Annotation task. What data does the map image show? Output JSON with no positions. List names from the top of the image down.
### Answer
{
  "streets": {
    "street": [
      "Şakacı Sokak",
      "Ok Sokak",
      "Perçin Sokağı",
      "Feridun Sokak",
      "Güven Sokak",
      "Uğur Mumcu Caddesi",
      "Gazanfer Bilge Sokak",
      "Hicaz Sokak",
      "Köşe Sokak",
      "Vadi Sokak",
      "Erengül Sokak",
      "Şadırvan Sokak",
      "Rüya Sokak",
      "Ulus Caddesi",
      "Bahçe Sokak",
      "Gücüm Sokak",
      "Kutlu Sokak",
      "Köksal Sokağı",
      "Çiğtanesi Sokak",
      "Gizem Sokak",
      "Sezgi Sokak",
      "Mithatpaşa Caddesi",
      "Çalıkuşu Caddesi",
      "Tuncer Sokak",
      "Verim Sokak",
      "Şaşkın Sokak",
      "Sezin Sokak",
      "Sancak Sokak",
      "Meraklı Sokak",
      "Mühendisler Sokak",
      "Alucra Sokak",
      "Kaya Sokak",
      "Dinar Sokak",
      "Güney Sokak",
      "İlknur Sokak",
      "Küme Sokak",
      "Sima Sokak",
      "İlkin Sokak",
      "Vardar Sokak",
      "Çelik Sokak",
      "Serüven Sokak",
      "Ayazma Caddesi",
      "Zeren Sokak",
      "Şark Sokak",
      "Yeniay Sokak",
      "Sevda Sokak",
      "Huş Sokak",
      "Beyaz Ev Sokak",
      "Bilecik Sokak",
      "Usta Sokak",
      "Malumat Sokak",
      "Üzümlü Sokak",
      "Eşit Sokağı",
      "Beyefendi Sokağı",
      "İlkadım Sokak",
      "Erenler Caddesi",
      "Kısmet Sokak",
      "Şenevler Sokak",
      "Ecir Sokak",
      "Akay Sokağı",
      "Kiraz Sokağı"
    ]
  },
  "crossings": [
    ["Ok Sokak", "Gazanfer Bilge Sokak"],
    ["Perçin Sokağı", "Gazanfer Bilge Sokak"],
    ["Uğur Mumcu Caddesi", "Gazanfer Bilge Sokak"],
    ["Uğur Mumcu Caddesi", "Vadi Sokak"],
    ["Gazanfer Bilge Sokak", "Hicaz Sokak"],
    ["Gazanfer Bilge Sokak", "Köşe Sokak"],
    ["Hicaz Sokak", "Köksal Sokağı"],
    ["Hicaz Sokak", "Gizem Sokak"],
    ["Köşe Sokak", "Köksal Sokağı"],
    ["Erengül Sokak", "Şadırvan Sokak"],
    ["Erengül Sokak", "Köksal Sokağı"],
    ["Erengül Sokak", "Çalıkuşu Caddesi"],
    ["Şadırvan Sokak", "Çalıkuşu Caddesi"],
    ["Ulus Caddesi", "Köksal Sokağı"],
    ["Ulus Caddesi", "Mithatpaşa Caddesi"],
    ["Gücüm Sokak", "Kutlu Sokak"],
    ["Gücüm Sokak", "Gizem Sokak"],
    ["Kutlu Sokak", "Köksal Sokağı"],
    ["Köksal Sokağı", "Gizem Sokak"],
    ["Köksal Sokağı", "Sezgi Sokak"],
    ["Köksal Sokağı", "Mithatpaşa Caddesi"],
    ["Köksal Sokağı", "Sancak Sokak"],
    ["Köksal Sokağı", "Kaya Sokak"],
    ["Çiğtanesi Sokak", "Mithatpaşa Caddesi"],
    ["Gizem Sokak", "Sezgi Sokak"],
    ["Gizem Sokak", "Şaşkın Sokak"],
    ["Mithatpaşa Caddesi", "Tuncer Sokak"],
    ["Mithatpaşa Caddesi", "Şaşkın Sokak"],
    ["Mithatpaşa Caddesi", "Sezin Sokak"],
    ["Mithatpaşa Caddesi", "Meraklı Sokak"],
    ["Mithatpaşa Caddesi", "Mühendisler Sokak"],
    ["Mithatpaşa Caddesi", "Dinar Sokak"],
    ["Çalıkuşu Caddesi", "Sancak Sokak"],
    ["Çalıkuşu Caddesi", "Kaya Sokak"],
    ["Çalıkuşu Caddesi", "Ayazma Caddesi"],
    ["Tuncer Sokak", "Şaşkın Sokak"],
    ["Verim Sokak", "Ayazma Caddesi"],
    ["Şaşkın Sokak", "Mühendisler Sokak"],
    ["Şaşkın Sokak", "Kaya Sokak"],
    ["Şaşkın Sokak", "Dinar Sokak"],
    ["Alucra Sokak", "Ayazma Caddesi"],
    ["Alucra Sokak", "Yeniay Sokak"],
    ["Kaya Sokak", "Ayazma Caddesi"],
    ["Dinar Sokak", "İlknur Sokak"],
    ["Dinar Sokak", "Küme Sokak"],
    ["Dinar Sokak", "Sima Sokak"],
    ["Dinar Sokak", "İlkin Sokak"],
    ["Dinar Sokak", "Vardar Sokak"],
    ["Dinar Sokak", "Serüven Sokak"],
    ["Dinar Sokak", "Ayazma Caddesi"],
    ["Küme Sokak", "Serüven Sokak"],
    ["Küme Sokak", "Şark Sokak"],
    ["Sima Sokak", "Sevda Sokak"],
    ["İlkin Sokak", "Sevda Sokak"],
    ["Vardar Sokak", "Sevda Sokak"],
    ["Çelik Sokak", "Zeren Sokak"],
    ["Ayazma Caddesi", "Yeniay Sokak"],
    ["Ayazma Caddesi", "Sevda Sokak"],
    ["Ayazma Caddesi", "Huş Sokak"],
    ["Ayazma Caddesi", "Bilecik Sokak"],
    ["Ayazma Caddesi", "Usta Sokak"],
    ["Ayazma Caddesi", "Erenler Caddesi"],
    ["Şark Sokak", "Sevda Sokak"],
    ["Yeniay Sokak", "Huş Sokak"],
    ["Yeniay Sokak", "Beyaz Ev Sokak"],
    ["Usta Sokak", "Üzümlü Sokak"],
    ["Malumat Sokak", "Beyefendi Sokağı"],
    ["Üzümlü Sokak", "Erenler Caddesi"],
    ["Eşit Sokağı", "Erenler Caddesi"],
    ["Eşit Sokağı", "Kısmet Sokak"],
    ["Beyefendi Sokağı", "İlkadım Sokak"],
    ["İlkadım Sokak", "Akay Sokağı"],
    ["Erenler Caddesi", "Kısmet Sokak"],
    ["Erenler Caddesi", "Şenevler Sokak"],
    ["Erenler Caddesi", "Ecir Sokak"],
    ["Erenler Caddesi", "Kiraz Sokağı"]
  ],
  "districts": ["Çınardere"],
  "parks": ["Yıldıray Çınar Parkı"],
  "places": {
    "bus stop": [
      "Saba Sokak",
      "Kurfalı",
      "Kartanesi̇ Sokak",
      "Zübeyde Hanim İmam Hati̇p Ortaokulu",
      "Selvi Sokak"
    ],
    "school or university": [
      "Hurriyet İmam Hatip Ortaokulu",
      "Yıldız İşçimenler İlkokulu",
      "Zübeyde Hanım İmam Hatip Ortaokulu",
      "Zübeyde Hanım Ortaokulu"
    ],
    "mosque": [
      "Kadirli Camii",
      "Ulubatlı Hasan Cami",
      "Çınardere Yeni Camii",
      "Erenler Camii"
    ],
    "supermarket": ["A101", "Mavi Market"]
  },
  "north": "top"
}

--

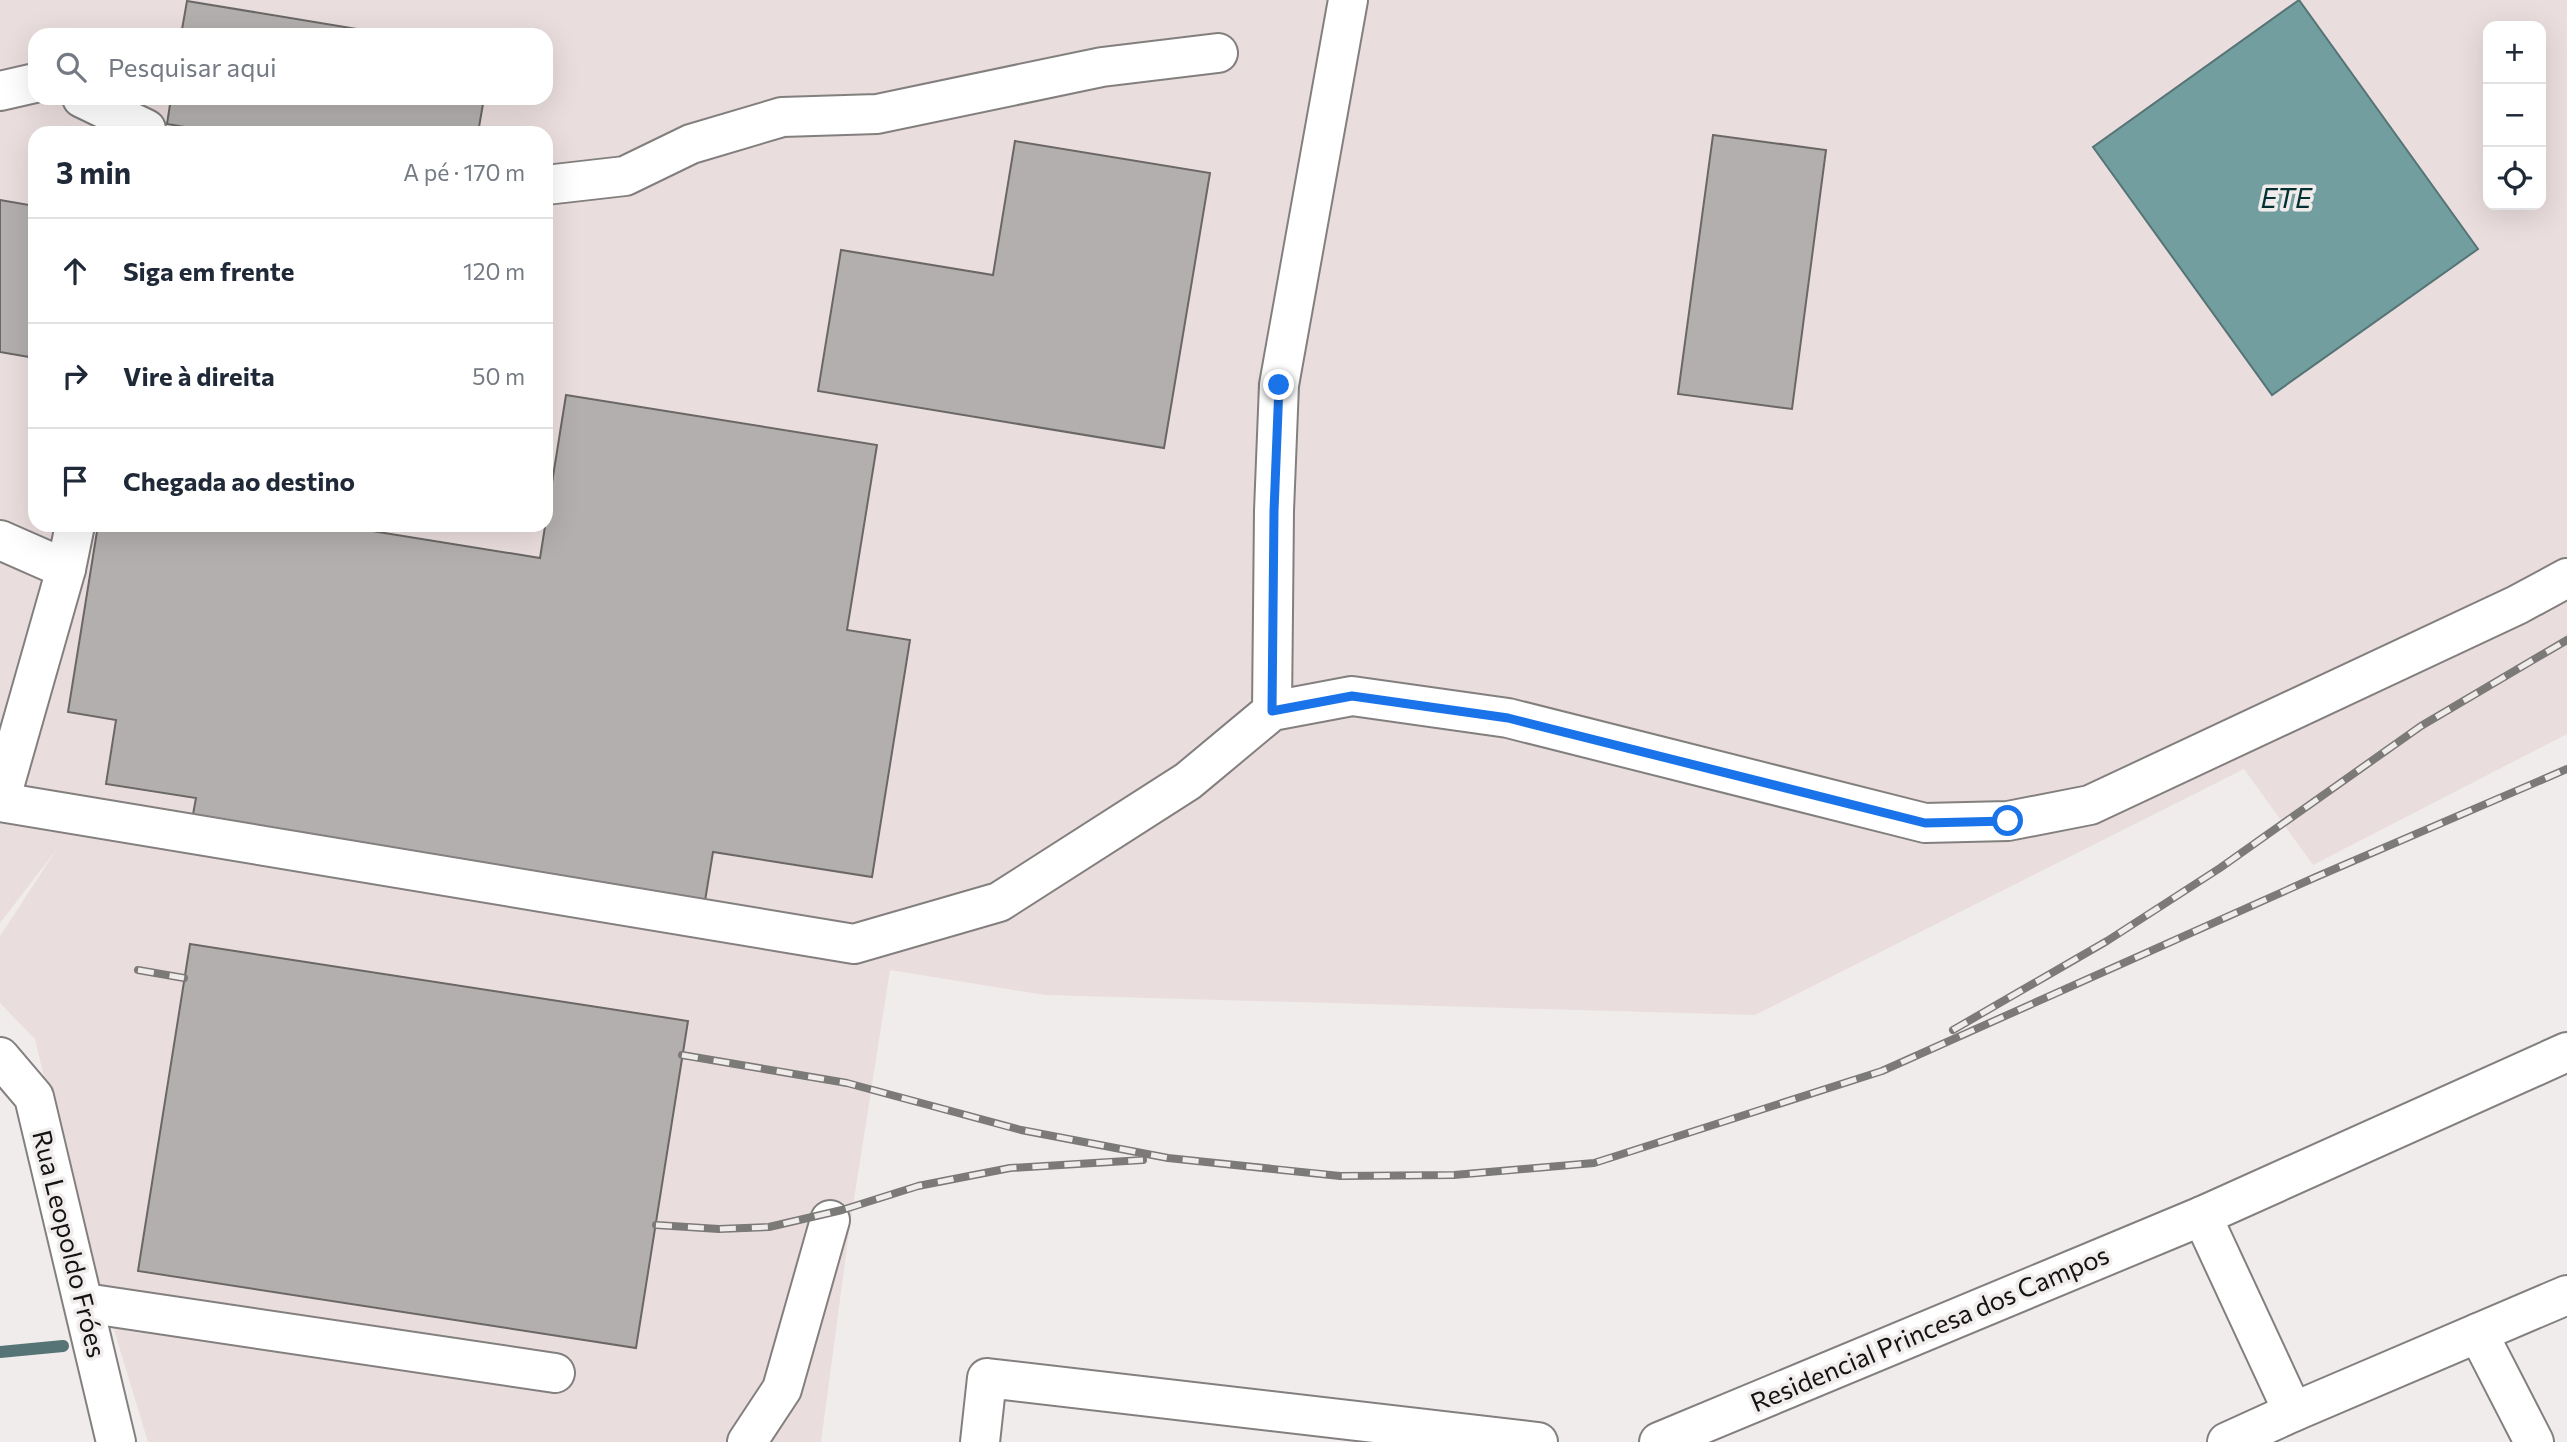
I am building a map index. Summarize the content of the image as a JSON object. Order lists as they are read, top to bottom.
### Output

---

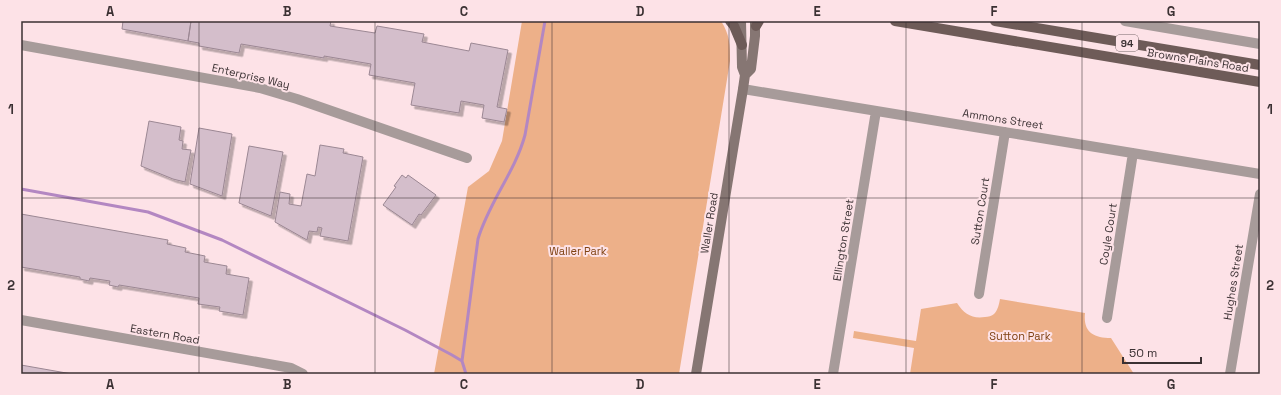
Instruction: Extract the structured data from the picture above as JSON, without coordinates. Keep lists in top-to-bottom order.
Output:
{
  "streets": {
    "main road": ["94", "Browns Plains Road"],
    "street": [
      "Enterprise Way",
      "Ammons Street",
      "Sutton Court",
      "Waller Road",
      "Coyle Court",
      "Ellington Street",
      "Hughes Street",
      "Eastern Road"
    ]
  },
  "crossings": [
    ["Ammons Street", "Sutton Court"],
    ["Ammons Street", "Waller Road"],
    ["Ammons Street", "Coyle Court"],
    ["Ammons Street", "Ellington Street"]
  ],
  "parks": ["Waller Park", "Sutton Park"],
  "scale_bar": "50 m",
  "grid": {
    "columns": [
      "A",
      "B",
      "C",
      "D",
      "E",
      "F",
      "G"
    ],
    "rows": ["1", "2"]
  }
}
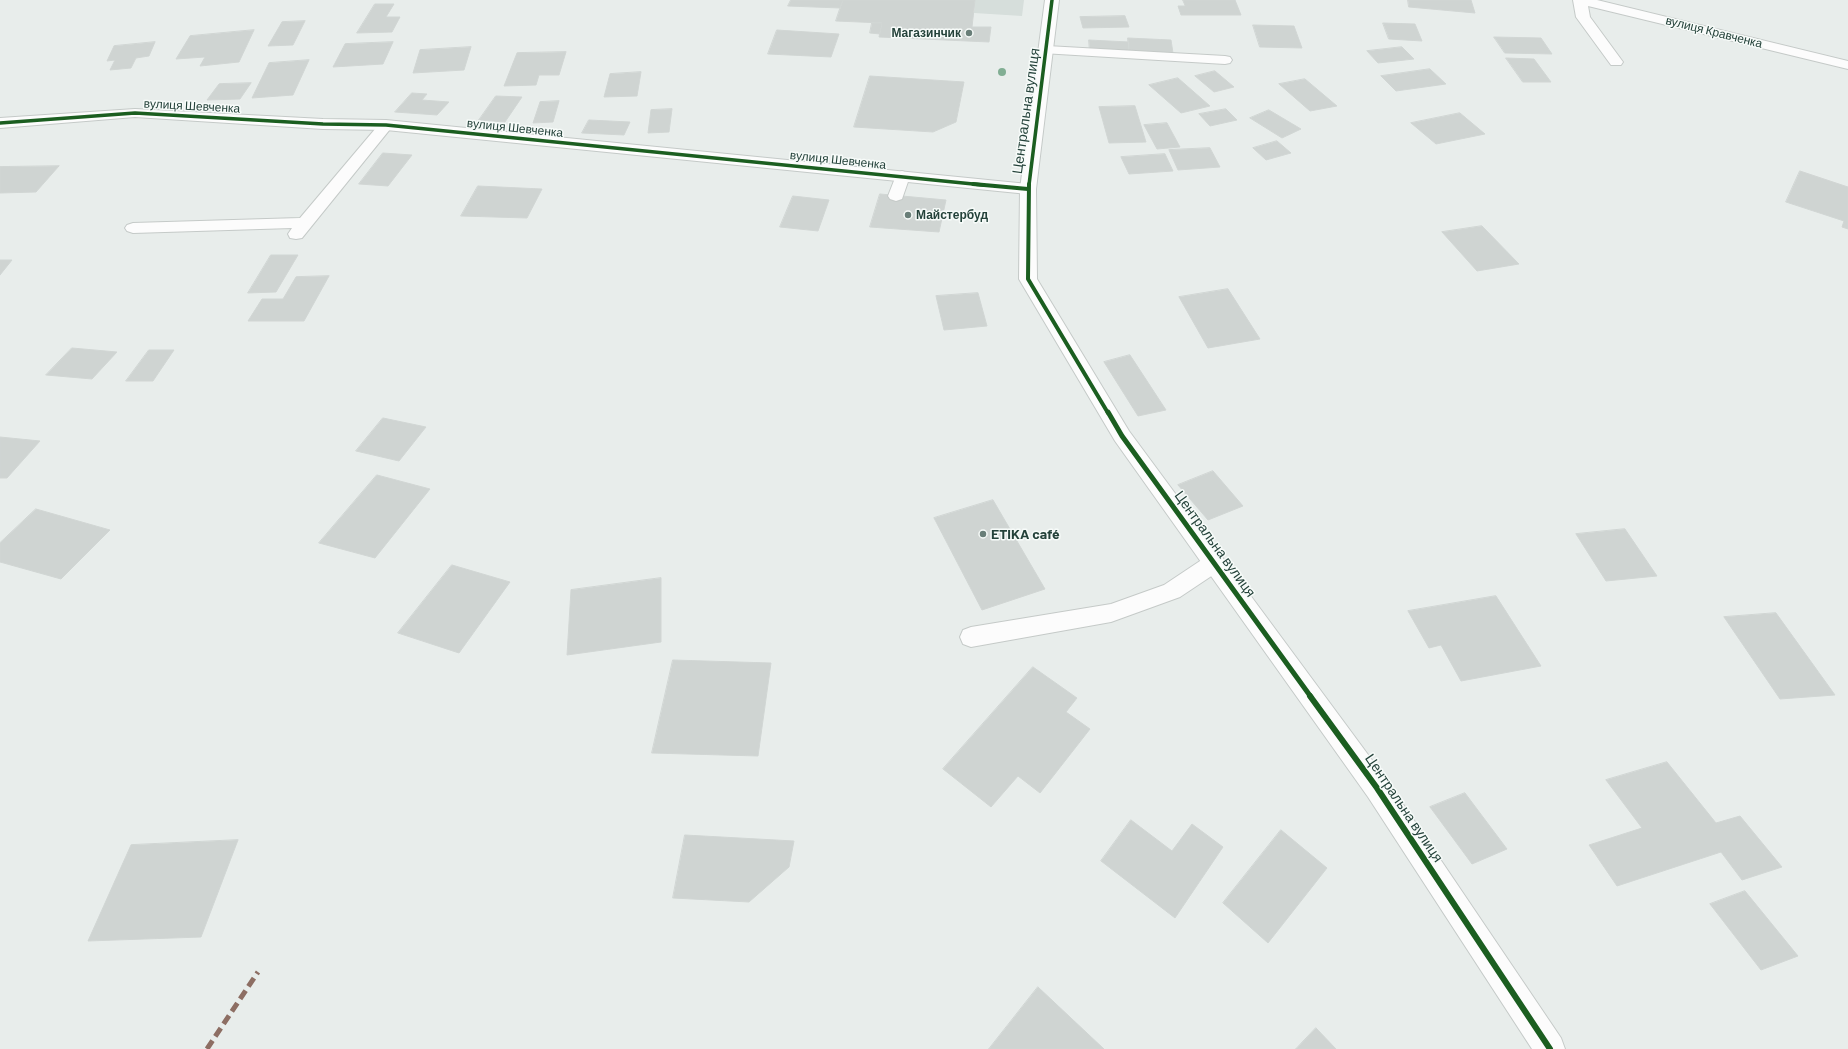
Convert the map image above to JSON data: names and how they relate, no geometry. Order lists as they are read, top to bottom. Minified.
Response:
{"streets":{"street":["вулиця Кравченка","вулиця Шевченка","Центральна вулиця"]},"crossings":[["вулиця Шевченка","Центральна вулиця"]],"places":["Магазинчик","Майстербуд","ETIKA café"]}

> **Directions for this task**
Note how many lines of the listing above include the word "data", and respond with that number only.

> **Task output**
3